Três cadeiras estavam desocupadas. Os cães espreitavam mas
não chegavam a dizer. As gárgulas da igreja enfrente, essas sim, manifestavam
uma verborreia de arrepiar. Um cavalheiro tombou de uma das cadeiras ocupadas
para uma das três desocupadas. Ninguém reagiu. Ficaram duas desocupadas. Os
cães nada. Através dos vidros via-se uma velhinha no passeio enfrente a tentar
alcançar o orifício de um ecoponto para depositar uma garrafa que parecia ser
de vinho. Com o corpo todo a fugir-lhe para a terra o objectivo mostrou-se
inatingível. Um cavalheiro que passava pegou na garrafa e enfiou-a no buraco. A
cena chegou ao fim. É o problema dos cavalheiros, quase sempre empenhados em
terminar as sequências de acontecimentos. O cavalheiro que tombou pôs-se
subitamente muito direito e desatou a falar para a mulher sentada ao lado como
se nada tivesse ocorrido. Gesticulava. Queixava-se do tempo de demora.

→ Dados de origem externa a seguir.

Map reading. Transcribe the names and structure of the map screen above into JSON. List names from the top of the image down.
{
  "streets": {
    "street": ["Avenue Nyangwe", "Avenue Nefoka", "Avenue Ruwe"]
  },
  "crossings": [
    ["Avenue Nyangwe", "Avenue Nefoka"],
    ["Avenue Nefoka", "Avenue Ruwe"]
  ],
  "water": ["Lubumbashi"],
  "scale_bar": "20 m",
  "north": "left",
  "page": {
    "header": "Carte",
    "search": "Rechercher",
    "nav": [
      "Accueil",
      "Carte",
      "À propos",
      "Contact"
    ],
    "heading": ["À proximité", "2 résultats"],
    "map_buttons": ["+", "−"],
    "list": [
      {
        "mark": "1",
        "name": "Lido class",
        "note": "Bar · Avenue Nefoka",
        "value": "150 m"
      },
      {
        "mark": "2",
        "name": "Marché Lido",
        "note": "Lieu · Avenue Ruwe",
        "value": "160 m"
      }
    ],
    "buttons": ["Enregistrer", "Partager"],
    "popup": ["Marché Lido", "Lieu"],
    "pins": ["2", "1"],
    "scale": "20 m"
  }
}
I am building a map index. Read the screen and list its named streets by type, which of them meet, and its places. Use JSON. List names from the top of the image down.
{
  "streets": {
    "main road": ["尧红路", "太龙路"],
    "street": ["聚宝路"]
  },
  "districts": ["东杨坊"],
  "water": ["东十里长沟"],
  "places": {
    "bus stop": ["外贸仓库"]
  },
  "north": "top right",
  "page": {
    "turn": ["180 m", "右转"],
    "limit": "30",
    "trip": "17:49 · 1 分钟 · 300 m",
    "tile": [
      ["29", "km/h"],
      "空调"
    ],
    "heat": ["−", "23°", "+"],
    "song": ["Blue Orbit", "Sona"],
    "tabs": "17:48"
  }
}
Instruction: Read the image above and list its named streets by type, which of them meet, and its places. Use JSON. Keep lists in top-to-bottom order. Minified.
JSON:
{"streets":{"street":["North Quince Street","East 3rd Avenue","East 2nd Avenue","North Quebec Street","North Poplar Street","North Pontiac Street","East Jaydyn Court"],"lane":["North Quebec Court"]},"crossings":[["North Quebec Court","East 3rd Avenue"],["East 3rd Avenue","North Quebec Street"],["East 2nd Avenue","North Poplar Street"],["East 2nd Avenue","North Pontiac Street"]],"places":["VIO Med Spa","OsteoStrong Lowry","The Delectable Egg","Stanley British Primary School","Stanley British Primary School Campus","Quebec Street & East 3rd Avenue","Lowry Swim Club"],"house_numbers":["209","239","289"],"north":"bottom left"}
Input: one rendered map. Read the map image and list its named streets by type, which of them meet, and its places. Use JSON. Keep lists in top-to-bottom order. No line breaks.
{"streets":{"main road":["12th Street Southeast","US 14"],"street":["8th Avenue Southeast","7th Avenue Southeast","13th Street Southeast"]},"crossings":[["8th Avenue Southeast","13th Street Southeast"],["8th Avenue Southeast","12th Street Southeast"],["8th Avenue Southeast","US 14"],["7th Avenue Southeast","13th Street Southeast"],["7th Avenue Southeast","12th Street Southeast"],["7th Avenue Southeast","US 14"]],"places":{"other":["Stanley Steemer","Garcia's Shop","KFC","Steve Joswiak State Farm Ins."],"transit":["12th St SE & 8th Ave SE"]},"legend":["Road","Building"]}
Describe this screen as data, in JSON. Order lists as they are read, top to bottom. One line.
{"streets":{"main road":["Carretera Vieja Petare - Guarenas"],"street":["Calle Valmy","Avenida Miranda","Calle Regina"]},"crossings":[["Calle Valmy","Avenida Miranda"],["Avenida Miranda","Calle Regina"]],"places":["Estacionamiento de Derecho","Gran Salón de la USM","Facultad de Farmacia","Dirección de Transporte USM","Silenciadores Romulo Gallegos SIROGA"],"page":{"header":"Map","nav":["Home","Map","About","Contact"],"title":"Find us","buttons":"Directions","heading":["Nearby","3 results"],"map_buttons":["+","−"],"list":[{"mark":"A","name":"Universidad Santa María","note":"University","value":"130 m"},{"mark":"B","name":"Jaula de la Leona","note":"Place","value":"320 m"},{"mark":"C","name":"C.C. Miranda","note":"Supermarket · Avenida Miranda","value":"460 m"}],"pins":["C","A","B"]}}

Empenhava-se subitamente em ter um quórum alargado de aprovação das suas
queixas. Falava alto e olhava as pessoas à procura de adesão. O tronco movia-se
para a frente e para trás. Os ombros de tempos a tempos moviam-se para cima e
para baixo. O rosto explodia em uma raiva medíocre, cobarde. Começou a chover
granizo. Todos passaram a olhar para a rua através dos vidros com uma máscara
facial que misturava espanto com desânimo. Tocou uma campainha. Uma voz sem
corpo fez-se ouvir em toda a sala anunciando um nome cheio de interferências eléctricas.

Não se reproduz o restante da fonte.